$$Events$$

Dec. 22, 2020
13:00
-14:00

​​​​​​Zoom Link​

Speaker: Prof. Aryeh Kontorovich

Title: Learning discrete distributions with infinite support

We present a novel approach to estimating discrete distributions with (potentially) infinite support in the total variation metric. In a departure from the established paradigm, we make no structural assumptions whatsoever on the sampling distribution. In such a setting, distribution-free risk bounds are impossible, and the best one could hope for is a fully empirical data-dependent bound. We derive precisely such bounds, and demonstrate that these are, in a well-defined sense, the best possible. Our main discovery is that the half-norm of the empirical distribution provides tight upper and lower estimates on the empirical risk. Furthermore, this quantity decays at a nearly optimal rate as a function of the true distribution. The optimality follows from a minimax result, of possible independent interest. Additional structural results are provided, including an exact Rademacher complexity calculation and apparently a first connection between the total variation risk and the missing mass.

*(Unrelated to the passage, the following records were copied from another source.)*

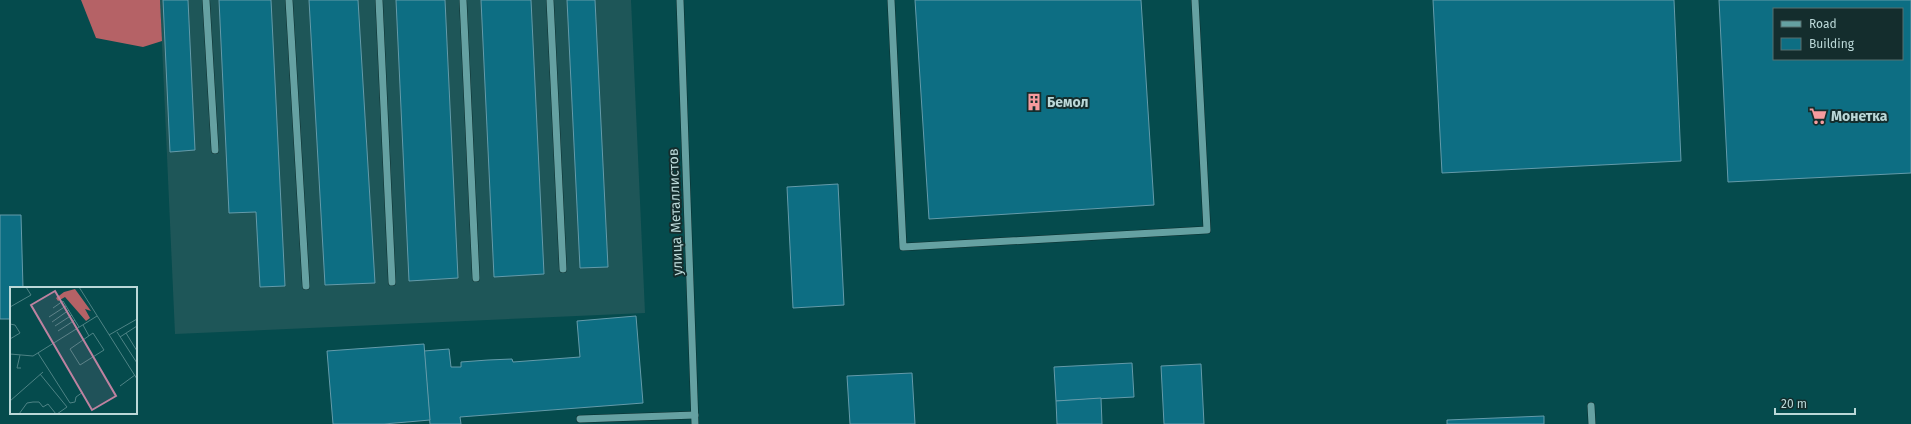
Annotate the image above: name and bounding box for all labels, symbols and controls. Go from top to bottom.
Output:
legend [1773,8,1903,60]
text: Road [1809,17,1837,31]
text: Building [1809,37,1855,51]
building icon: Бемол [1024,92,1044,112]
place label: Бемол [1047,94,1089,111]
supermarket icon: Монетка [1808,106,1828,126]
place label: Монетка [1831,108,1888,125]
street label: улица Металлистов [665,148,686,276]
inset map [10,287,137,414]
scale bar [1775,390,1855,416]
text: 20 m [1781,397,1807,411]

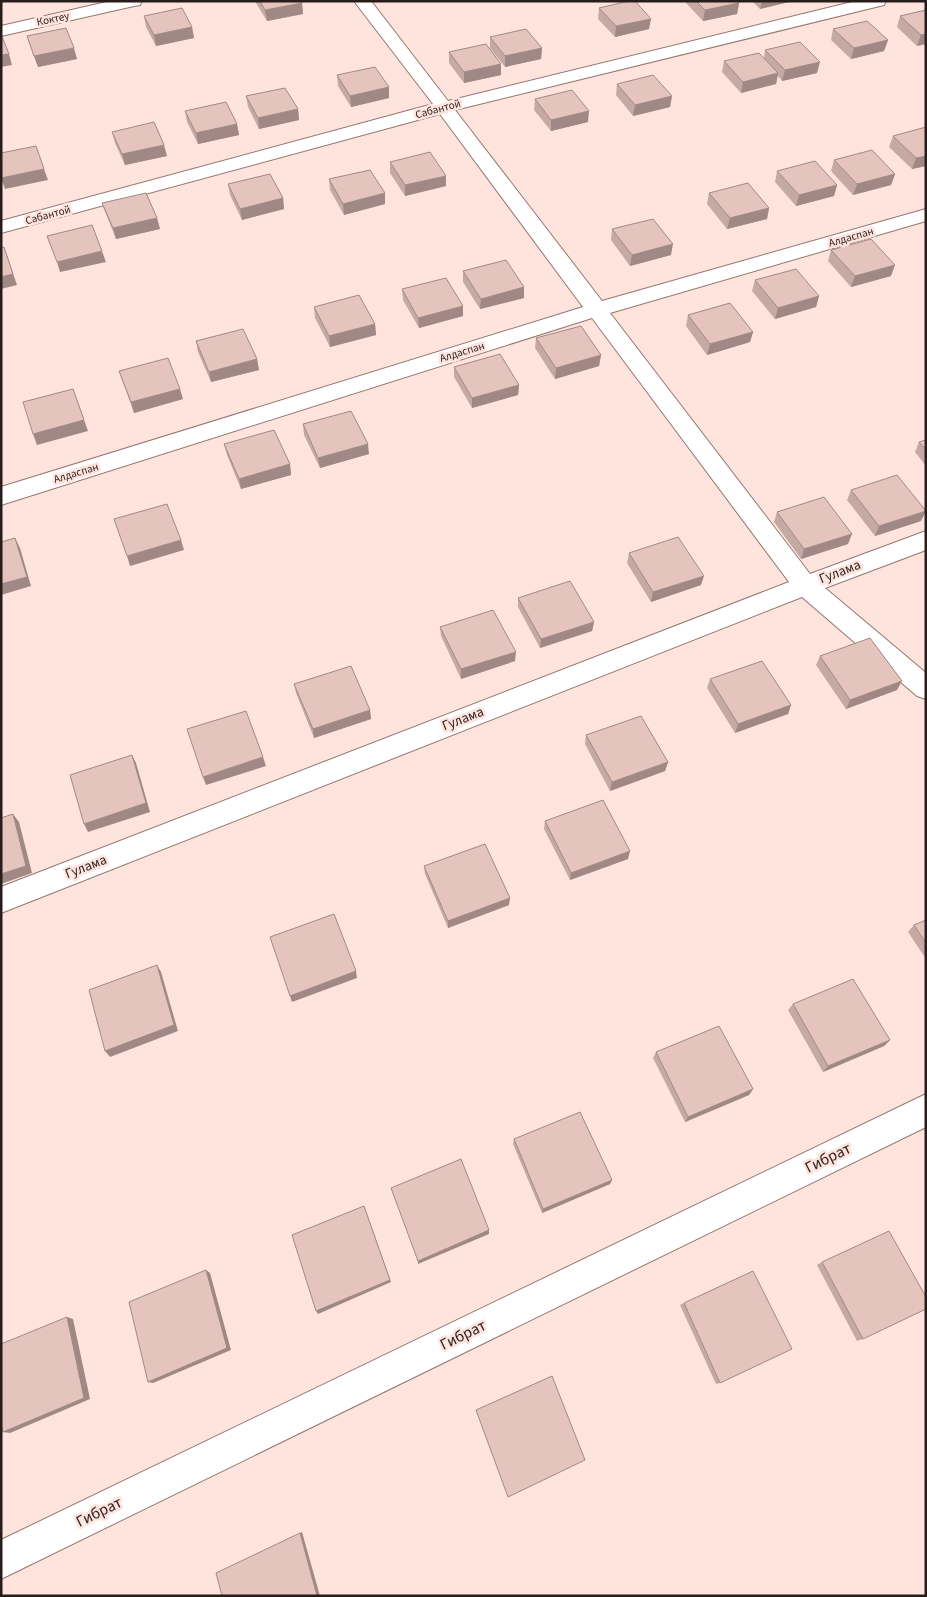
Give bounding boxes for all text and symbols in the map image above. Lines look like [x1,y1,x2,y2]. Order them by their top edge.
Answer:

Joint work with Doron Cohen and Geoffrey Wolfer.
Aryeh-Kontorovich.jpg


Bio:

Aryeh Kontorovich received his undergraduate degree in mathematics with a certificate in applied mathematics from Princeton University in 2001. His M.Sc. and Ph.D. are from Carnegie Mellon University, where he graduated in 2007. After a postdoctoral fellowship at the Weizmann Institute of Science, he joined the Computer Science department at Ben-Gurion University of the Negev in 2009, where he is currently a full professor. His research interests are mainly in machine learning, with a focus on probability, statistics, Markov chains and metric spaces.